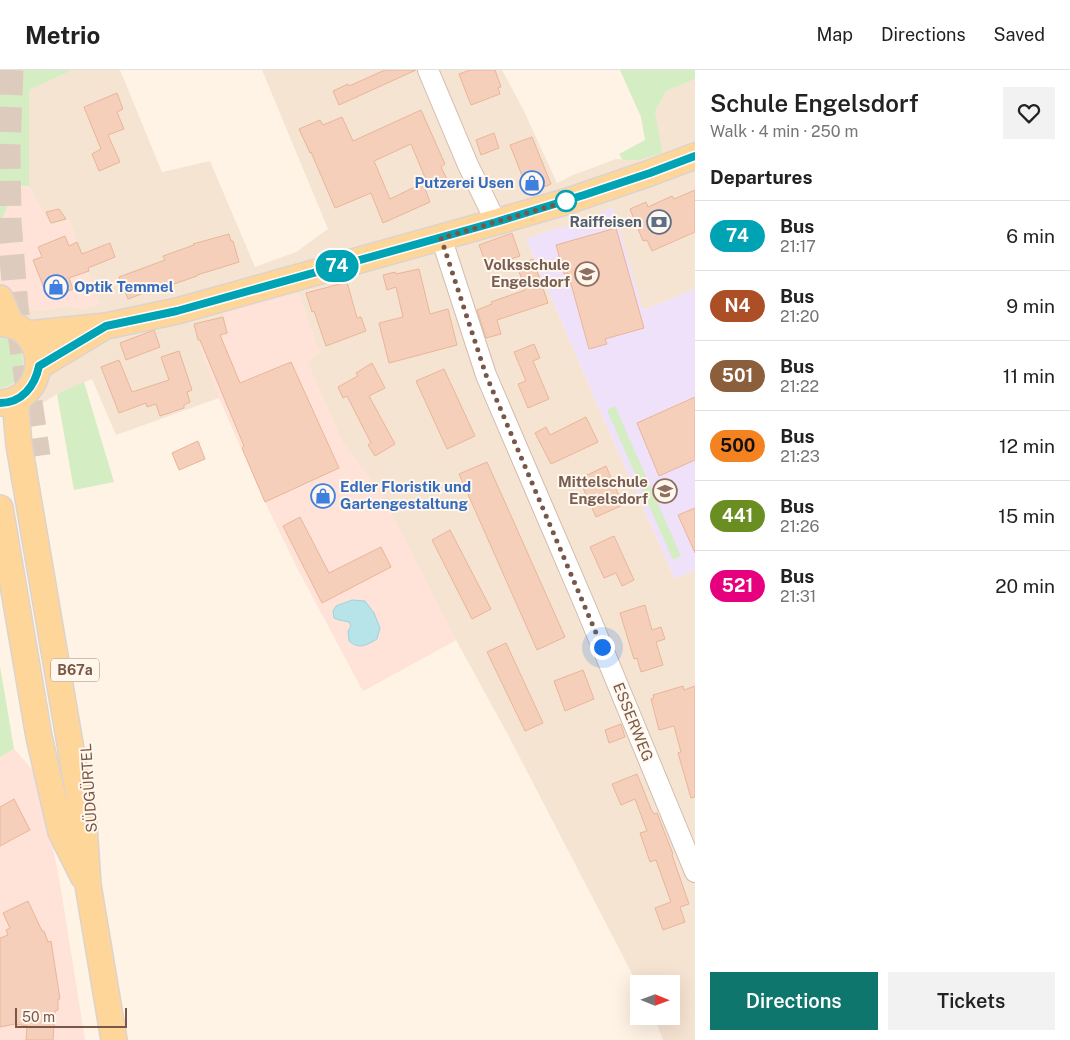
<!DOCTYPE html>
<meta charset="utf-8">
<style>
:root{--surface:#fff;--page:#f2f2f2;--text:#222;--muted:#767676;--line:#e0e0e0;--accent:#0f766e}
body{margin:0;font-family:"Public Sans",sans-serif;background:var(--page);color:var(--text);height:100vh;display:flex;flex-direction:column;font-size:19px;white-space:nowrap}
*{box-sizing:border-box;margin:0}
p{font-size:16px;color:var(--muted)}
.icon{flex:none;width:28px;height:28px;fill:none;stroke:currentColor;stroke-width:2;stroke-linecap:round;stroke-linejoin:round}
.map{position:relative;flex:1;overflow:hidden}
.details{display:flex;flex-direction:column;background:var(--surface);width:375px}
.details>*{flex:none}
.badge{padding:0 10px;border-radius:16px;font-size:18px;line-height:32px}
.needle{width:32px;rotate:91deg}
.fabs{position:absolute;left:630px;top:905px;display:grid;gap:10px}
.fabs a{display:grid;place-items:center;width:50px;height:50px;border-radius:0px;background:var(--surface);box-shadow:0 5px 20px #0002;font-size:25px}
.scale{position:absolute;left:15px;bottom:12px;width:112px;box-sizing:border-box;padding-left:5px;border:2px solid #795748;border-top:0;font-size:14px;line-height:18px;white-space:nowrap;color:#795748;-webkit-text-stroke:4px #fff7ec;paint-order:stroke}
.you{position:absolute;width:25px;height:25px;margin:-12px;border:4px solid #fff;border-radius:50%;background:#1a73e8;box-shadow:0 0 0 8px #1a73e833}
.map>.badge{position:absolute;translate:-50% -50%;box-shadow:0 0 0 2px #fff}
h2{padding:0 15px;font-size:19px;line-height:45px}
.round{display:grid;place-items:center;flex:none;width:52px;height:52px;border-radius:0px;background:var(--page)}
.summary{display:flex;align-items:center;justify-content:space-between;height:85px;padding:0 15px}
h1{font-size:24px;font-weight:600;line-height:38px}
.action{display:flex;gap:10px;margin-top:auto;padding:10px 15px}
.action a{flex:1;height:58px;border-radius:0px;background:var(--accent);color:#fff;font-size:20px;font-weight:600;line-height:58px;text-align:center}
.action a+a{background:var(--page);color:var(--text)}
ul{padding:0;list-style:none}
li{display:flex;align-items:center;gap:15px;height:70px;padding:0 15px;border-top:1px solid var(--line)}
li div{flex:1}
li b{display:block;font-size:19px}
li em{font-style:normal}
li .badge{min-width:55px;font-weight:700;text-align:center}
header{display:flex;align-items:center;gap:30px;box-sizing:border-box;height:70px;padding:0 25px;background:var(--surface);border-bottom:1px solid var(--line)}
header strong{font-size:24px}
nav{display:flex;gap:28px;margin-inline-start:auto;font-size:18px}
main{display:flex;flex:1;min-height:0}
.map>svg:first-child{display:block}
</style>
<header>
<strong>Metrio</strong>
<nav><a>Map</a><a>Directions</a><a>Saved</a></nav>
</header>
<main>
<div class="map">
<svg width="695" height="970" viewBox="0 0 695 970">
<rect width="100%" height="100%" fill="#fef3e5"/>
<path fill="#f6e4d2" d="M73,0H120L162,102L210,91L255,197L296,182L328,159L262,0H502L523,39L557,113L573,105L616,89L639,90L655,42L666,21L695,9V219L643,240L590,148L566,157L551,160L526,169L600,341L675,509L695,500V970H663L654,946H671V914H639V917L507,663L456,570L363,621L299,501L265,432L219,328L116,365L92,309L57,324L30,341L0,342V240L11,238L45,240L67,236L83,239L99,233L69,150L50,156L29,116V20Z"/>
<g fill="#ffe2d8">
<path d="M29,116L50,156L69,150L99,233L83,239L67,236L45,240L11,238L0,240V117Z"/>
<path d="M299,223L320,283L307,291L343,373L380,420L456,570L363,621L299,501L265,432L219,327L199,276L230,266L223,242Z"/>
<path d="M14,679L40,708L61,820L85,970H0V687Z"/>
</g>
<path fill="#f0e1fa" d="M613,137L643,240L695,219V500L675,509L600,341L526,169L551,160L573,155L590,148Z"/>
<g fill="#d5edc2">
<path d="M0,0H73L29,20V116H16L15,123L7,137L0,153Z"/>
<path d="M620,0H695V9L666,21L655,42L662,83L639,90H623L619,84L645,70L641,47Z"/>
<path d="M0,266C31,272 31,314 0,318Z"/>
<path d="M84,312L114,412L74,420L57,324Z"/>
<path d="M615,336L681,486L673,490L607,340Z"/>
<path d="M0,596L14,679L0,687Z"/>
</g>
<path fill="#b7e4e9" stroke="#9dd4db" d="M352,530L365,531L374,543L380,558L377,569C367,575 359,580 349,571L348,561L351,556L349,552L339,550L334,548L333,541L336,536Z"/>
<g fill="#f5cfba" stroke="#e9b599">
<path d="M385,0H416L339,35L333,21L348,14L349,16Z"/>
<path d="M470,0H495L501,17L498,18L500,24L471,35L459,4Z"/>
<path d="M117,23L123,39L117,42L124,59L108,65L120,92L99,101L92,84L101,79L84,37Z"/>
<path d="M421,40L445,94L441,97L447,109L429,117L411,74L374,91L390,129L423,113L430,132L383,153L371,123L335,138L311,82L310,83L299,59L320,50L323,55L342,47L353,71Z"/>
<path d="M494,63L499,78L481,85L476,70Z"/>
<path d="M532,67L551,114L529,123L510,75Z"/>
<path d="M695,120V162L652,181L647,170L643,171L630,139L646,132L648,137L672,126L674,129Z"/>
<path d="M59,139L66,149L51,153L46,142Z"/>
<path d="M616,158L644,258L605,269L607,274L589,279L568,203L564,204L556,175Z"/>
<path d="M512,163L520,186L487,197L479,175Z"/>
<path d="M229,164L231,171H233L239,192L197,205V206L174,214L173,212L128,229L119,207L165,190L163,186L194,175L193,174Z"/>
<path d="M65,166L69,176L77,172L82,184L110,173L115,187L88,198L89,201L69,208L73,219L56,226L52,215L44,218L33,190L42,187L38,177Z"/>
<path d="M533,189L548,233L497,250L501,264L486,268L477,240L492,234L491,232L525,220L517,195Z"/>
<path d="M419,199L430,244L448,239L457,275L389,293L379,253L403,247L396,217L387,220L383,205L395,202L396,204Z"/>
<path d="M347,212L357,248L361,247L366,261L326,276L314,241L312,242L306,223Z"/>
<path d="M223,247L227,263L220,265L240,313L291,292L339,398L265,432L242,378L244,376L200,270H198L194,254Z"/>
<path d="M154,260L160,277L126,290L120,273Z"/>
<path d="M534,274L540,288L533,291L549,329L528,338L518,314L526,311L514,282Z"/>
<path d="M179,281L192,320L187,322L190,332L184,335V338L160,346L156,334L147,337L146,333L119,343L101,297L119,290L132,322L169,310L161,287Z"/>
<path d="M372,293L385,318L369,326L395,374L375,386L368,375L371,373L347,326L343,328L338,317L358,306L356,303Z"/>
<path d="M444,299L475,366L447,379L416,311Z"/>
<path d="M695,327V390L659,406L637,353Z"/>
<path d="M586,347L598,372L551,394L535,363L546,357L550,365Z"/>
<path d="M198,371L205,389L179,400L172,383Z"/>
<path d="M487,392L565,567L537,580L459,404Z"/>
<path d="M606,396L623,435L596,447L579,409Z"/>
<path d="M695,438V483L678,445Z"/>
<path d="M300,447L329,503L381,477L391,497L322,533L283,456Z"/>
<path d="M450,460L491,539L472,549L432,470Z"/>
<path d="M614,466L634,510L622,516L616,503L604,508L590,477Z"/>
<path d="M645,535L652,560L661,557L665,569L656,572L663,595L641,602L637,588L634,589L620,543Z"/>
<path d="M506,573L543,653L525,661L487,582Z"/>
<path d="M583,600L594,629L565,641L554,611Z"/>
<path d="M683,616L684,620L695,616V727L691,728L678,683L681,682L674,656L659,660L651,629L654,628L653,625Z"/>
<path d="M621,654L625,667L609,673L605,660Z"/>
<path d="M637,704L651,739L654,744L657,743L673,784L672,785L689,834L680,837L685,852L663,860L655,838L671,832L656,790L650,792L640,763L647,761L635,729L621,735L612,714Z"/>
<path d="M14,729L30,760L0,776V737Z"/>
<path d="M28,831L42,861H44L48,872L51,871L60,929H58V940L55,941L53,970H26L27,956L15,954L0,957V868L8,865L6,860L10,858L3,843Z"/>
</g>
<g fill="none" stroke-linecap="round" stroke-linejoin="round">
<path stroke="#ddccbe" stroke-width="25" stroke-dasharray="25 12" stroke-linecap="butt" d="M11,0L8,79L9,152L16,237L38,386"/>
<g stroke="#d3bcac" stroke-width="22">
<g id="minor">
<path d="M428,0L468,95L496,152"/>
<path d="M441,167L486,305L586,538L695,802"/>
</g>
</g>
<g stroke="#dcd3cf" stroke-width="28">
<g id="major">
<path d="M0,228L11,254"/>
<path d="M0,253C7,254 13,255 19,258C52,278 40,331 1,333"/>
<path d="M27,264L106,256L177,241L496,152L568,131L650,103L695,86"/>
<path d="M39,296L99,260"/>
<path d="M17,329L16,341L19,375L84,756L88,815L114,970"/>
<path d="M0,438L39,667L61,762L83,806"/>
</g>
</g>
<use href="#minor" stroke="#fff" stroke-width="20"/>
<use href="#major" stroke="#ffd69a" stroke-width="25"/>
</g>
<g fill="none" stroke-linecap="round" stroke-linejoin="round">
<g stroke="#fff" stroke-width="11">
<path id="line" d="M0,333C22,333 35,316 39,296L106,256L177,241L496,152L584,125L650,103L695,86"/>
</g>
<use href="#line" stroke="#00a3b4" stroke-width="8"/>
<path stroke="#795748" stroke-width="5" stroke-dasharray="0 9" d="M566,131H568L496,152L441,168L486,305L602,577"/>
</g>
<defs>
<g id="shop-ring" transform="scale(1.25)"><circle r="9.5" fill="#fff7ec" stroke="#3f7fe0" stroke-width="1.5"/><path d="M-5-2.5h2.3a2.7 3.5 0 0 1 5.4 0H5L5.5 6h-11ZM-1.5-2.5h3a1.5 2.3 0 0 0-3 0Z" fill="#3f7fe0"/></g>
<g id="bank-ring" transform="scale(1.25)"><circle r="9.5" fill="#fff7ec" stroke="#5c6f8a" stroke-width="1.5"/><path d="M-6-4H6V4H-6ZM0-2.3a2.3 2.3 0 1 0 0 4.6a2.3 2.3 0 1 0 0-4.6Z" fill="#5c6f8a"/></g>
<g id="school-ring" transform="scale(1.25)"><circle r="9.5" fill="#fff7ec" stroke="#8d6e63" stroke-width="1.5"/><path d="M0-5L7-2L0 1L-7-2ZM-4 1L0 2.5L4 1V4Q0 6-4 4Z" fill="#8d6e63"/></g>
</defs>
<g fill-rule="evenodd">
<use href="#shop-ring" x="532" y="113"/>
<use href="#bank-ring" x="659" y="152"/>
<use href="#school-ring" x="587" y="204"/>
<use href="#shop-ring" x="56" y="217"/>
<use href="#school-ring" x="665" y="421"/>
<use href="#shop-ring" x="323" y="426"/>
</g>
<circle fill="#fff" stroke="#00a3b4" stroke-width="2.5" cx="566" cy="131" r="10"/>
<g text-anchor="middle" stroke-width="4" stroke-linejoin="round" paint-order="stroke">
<rect fill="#fff7ec" stroke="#a18779" stroke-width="1" x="51" y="588.5" width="48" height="23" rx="4"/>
<g font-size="14" font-weight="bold" fill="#795748">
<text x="75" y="605">B67a</text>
</g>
<g font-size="15" font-weight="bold" fill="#366cbe" stroke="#fff7ec" text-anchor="start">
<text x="514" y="118" text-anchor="end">Putzerei Usen</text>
<text x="74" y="222">Optik Temmel</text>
<text x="340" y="422">Edler Floristik und<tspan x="340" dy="17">Gartengestaltung</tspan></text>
</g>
<g font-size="15" font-weight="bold" fill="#4e5e75" stroke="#fff7ec" text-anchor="end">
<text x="642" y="157">Raiffeisen</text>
</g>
<g font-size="15" font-weight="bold" fill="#785e54" stroke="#fff7ec" text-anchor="end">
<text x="570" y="200">Volksschule<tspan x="570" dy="17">Engelsdorf</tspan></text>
<text x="648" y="417">Mittelschule<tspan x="648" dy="17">Engelsdorf</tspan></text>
</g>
<g font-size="15" fill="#795748" stroke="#fff7ec">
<text transform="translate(633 652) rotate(68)" y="5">ESSERWEG</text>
<text transform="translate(89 718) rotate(-94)" y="5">SÜDGÜRTEL</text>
</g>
</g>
</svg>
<div class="fabs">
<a><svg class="needle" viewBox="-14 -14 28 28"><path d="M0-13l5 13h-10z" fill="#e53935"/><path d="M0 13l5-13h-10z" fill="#767676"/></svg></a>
</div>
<div class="scale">50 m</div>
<div class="you" style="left:602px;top:577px"></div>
<b class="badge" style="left:337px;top:196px;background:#00a3b4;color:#fff">74</b>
</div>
<section class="details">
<div class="summary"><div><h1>Schule Engelsdorf</h1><p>Walk · 4 min · 250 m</p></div><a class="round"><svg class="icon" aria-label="heart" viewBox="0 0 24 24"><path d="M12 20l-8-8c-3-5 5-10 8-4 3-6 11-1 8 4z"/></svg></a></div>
<h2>Departures</h2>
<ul>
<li><span class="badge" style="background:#00a3b4;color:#fff">74</span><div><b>Bus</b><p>21:17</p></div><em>6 min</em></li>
<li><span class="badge" style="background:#ac4e26;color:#fff">N4</span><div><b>Bus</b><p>21:20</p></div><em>9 min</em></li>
<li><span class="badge" style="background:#8b5e3c;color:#fff">501</span><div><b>Bus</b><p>21:22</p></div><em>11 min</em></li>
<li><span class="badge" style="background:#f58220;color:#111">500</span><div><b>Bus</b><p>21:23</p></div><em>12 min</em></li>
<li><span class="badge" style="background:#6b8e23;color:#fff">441</span><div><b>Bus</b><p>21:26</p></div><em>15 min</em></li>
<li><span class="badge" style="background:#e6007e;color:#fff">521</span><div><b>Bus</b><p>21:31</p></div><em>20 min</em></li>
</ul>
<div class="action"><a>Directions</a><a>Tickets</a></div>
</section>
</main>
· · · · ·
### AIM OF THE EXERCISE
If a line in the records has the word "white", copy that line.

### EXERCISE RESULT
body{margin:0;font-family:"Public Sans",sans-serif;background:var(--page);color:var(--text);height:100vh;display:flex;flex-direction:column;font-size:19px;white-space:nowrap}
.scale{position:absolute;left:15px;bottom:12px;width:112px;box-sizing:border-box;padding-left:5px;border:2px solid #795748;border-top:0;font-size:14px;line-height:18px;white-space:nowrap;color:#795748;-webkit-text-stroke:4px #fff7ec;paint-order:stroke}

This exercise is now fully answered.